SECOND DIVISION
A.C. No. 5925 March 11, 2003
(Formerly CBD No. 01-912)
RUBY MAE BARNACHEA, complainant,
vs.
ATTY. EDWIN T. QUIOCHO, respondent.
R E S O L U T I O N
CALLEJO, SR., J.:
On January 3, 2002, Ruby Mae Barnachea filed a verified complaint for breach of lawyer-client relations against respondent Atty. Edwin T. Quiocho.
It appears that respondent had not been in the private practice of the law for quite some time. However, in September 2001, he decided to revive his legal practice with some associates. Complainant engaged the legal services of respondent for the latter to cause the transfer under her name of the title over a property covered by Transfer Certificate of Title No. 334411 previously owned by her sister, Lutgarda Amor D. Barnachea. The latter sold said property to complainant under an unnotarized deed of absolute sale.

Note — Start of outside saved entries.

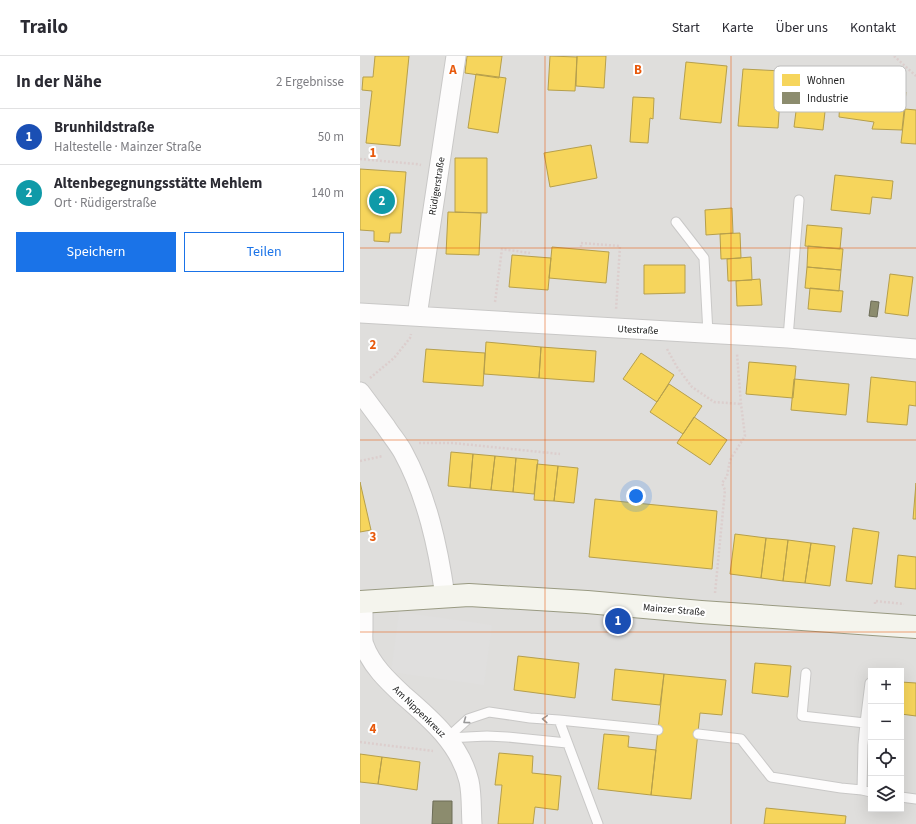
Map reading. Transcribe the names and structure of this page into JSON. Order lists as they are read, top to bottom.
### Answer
{
  "streets": {
    "street": [
      "Rüdigerstraße",
      "Utestraße",
      "Mainzer Straße",
      "Am Nippenkreuz"
    ]
  },
  "crossings": [
    ["Rüdigerstraße", "Utestraße"],
    ["Mainzer Straße", "Am Nippenkreuz"]
  ],
  "legend": ["Wohnen", "Industrie"],
  "page": {
    "header": "Trailo",
    "nav": [
      "Start",
      "Karte",
      "Über uns",
      "Kontakt"
    ],
    "heading": ["In der Nähe", "2 Ergebnisse"],
    "list": [
      {
        "mark": "1",
        "name": "Brunhildstraße",
        "note": "Haltestelle · Mainzer Straße",
        "value": "50 m"
      },
      {
        "mark": "2",
        "name": "Altenbegegnungsstätte Mehlem",
        "note": "Ort · Rüdigerstraße",
        "value": "140 m"
      }
    ],
    "pins": ["2", "1"],
    "buttons": ["Speichern", "Teilen"],
    "map_buttons": ["+", "−"]
  },
  "grid": {
    "columns": ["A", "B"],
    "rows": [
      "1",
      "2",
      "3",
      "4"
    ]
  }
}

Complainant drew and issued BPI Family Bank Check No. 0052304 in the amount of P11,280.00 and BPI Family Bank Check No. 0052305 in the amount of P30,000.00, both dated September 5, 2001, or the total amount of P41,280.00 for the expenses for said transfer and in payment for respondent’s legal services. Respondent enchased the checks.
However, despite the lapse of almost two months, respondent failed to secure title over the property in favor of complainant. The latter demanded that respondent refund to her the amount of P41,280.00 and return the documents which she earlier entrusted to him. However, respondent failed to comply with said demands. On November 1, 2001, complainant received a letter from respondent informing her that he had failed to cause the transfer of the property under her name and that he was returning the documents and title she had entrusted to him and refunding to her the amount of P41,280.00 through his personal check No. DIL 0317787. Said check was drawn against his account with the Bank of Commerce (Diliman Branch) in the amount of P41,280.00 and was postdated December 1, 2001. Respondent told complainant that he needed more time to fund the check. However, respondent failed to fund the check despite the demands of complainant.
In his Answer to the complaint, respondent denied that complainant contracted his legal services. Although respondent admitted having received the two checks from complainant, he claimed that said checks were intended to cover actual and incidental expenses for transportation, communication, representation, necessary services, taxes and fees for the cancellation and transfer of TCT No. 334411 under the name of complainant and not for legal services. He asserted that he acted in good faith as shown by the fact of his return of complainant’s documents with an explanatory letter and his issuance of a personal check for P41,280.00 dated December 1, 2001. He insisted that he would not compromise for such meager amount his personal standing as well as his membership in the legal profession. His failure to transfer the title of the property under the name of the complainant was caused by his difficulty in making good the claimed amount, compounded by his affliction with diabetes and the consequent loss of sight of his right eye.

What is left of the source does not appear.